Print the data below verbatim, minus images.

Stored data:
※ ※ ※

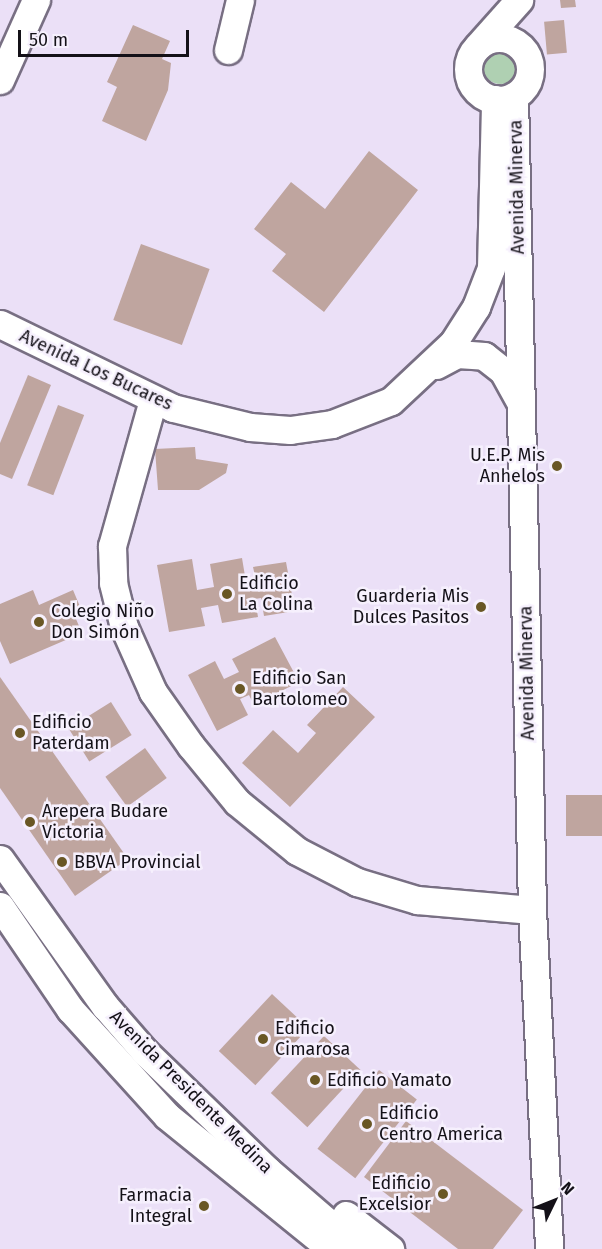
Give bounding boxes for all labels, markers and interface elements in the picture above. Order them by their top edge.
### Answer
scale bar [21,18,192,56]
text: 50 m [29,29,68,51]
street label: Avenida Minerva [505,120,529,254]
street label: Avenida Los Bucares [16,325,176,415]
place label: U.E.P. Mis Anhelos [470,445,545,488]
marker: U.E.P. Mis Anhelos [550,459,564,473]
place label: Edificio La Colina [239,573,313,616]
place label: Guarderia Mis Dulces Pasitos [353,586,469,628]
marker: Edificio La Colina [220,587,234,601]
marker: Guarderia Mis Dulces Pasitos [474,600,488,614]
place label: Colegio Niño Don Simón [51,601,154,644]
street label: Avenida Minerva [515,606,539,740]
marker: Colegio Niño Don Simón [32,615,46,629]
place label: Edificio San Bartolomeo [252,668,348,710]
marker: Edificio San Bartolomeo [233,682,247,696]
place label: Edificio Paterdam [32,712,110,754]
marker: Edificio Paterdam [13,726,27,740]
place label: Arepera Budare Victoria [42,801,168,844]
marker: Arepera Budare Victoria [23,815,37,829]
place label: BBVA Provincial [74,851,200,873]
marker: BBVA Provincial [55,855,69,869]
street label: Avenida Presidente Medina [105,1006,277,1178]
place label: Edificio Cimarosa [275,1018,350,1060]
marker: Edificio Cimarosa [256,1032,270,1046]
place label: Edificio Yamato [327,1069,452,1091]
marker: Edificio Yamato [308,1073,322,1087]
place label: Edificio Centro America [379,1103,503,1146]
marker: Edificio Centro America [360,1117,374,1131]
north arrow [524,1171,584,1231]
place label: Edificio Excelsior [359,1173,431,1216]
text: N [557,1178,578,1199]
place label: Farmacia Integral [119,1185,192,1228]
marker: Edificio Excelsior [436,1187,450,1201]
marker: Farmacia Integral [197,1199,211,1213]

※ ※ ※

● **SOLVED PROBLEM**
Give bounding boxes for all labels, markers and interface elements in the picture above. Order them by their top edge.
### Answer
scale bar [21,18,192,56]
text: 50 m [29,29,68,51]
street label: Avenida Minerva [505,120,529,254]
street label: Avenida Los Bucares [16,325,176,415]
place label: U.E.P. Mis Anhelos [470,445,545,488]
marker: U.E.P. Mis Anhelos [550,459,564,473]
place label: Edificio La Colina [239,573,313,616]
place label: Guarderia Mis Dulces Pasitos [353,586,469,628]
marker: Edificio La Colina [220,587,234,601]
marker: Guarderia Mis Dulces Pasitos [474,600,488,614]
place label: Colegio Niño Don Simón [51,601,154,644]
street label: Avenida Minerva [515,606,539,740]
marker: Colegio Niño Don Simón [32,615,46,629]
place label: Edificio San Bartolomeo [252,668,348,710]
marker: Edificio San Bartolomeo [233,682,247,696]
place label: Edificio Paterdam [32,712,110,754]
marker: Edificio Paterdam [13,726,27,740]
place label: Arepera Budare Victoria [42,801,168,844]
marker: Arepera Budare Victoria [23,815,37,829]
place label: BBVA Provincial [74,851,200,873]
marker: BBVA Provincial [55,855,69,869]
street label: Avenida Presidente Medina [105,1006,277,1178]
place label: Edificio Cimarosa [275,1018,350,1060]
marker: Edificio Cimarosa [256,1032,270,1046]
place label: Edificio Yamato [327,1069,452,1091]
marker: Edificio Yamato [308,1073,322,1087]
place label: Edificio Centro America [379,1103,503,1146]
marker: Edificio Centro America [360,1117,374,1131]
north arrow [524,1171,584,1231]
place label: Edificio Excelsior [359,1173,431,1216]
text: N [557,1178,578,1199]
place label: Farmacia Integral [119,1185,192,1228]
marker: Edificio Excelsior [436,1187,450,1201]
marker: Farmacia Integral [197,1199,211,1213]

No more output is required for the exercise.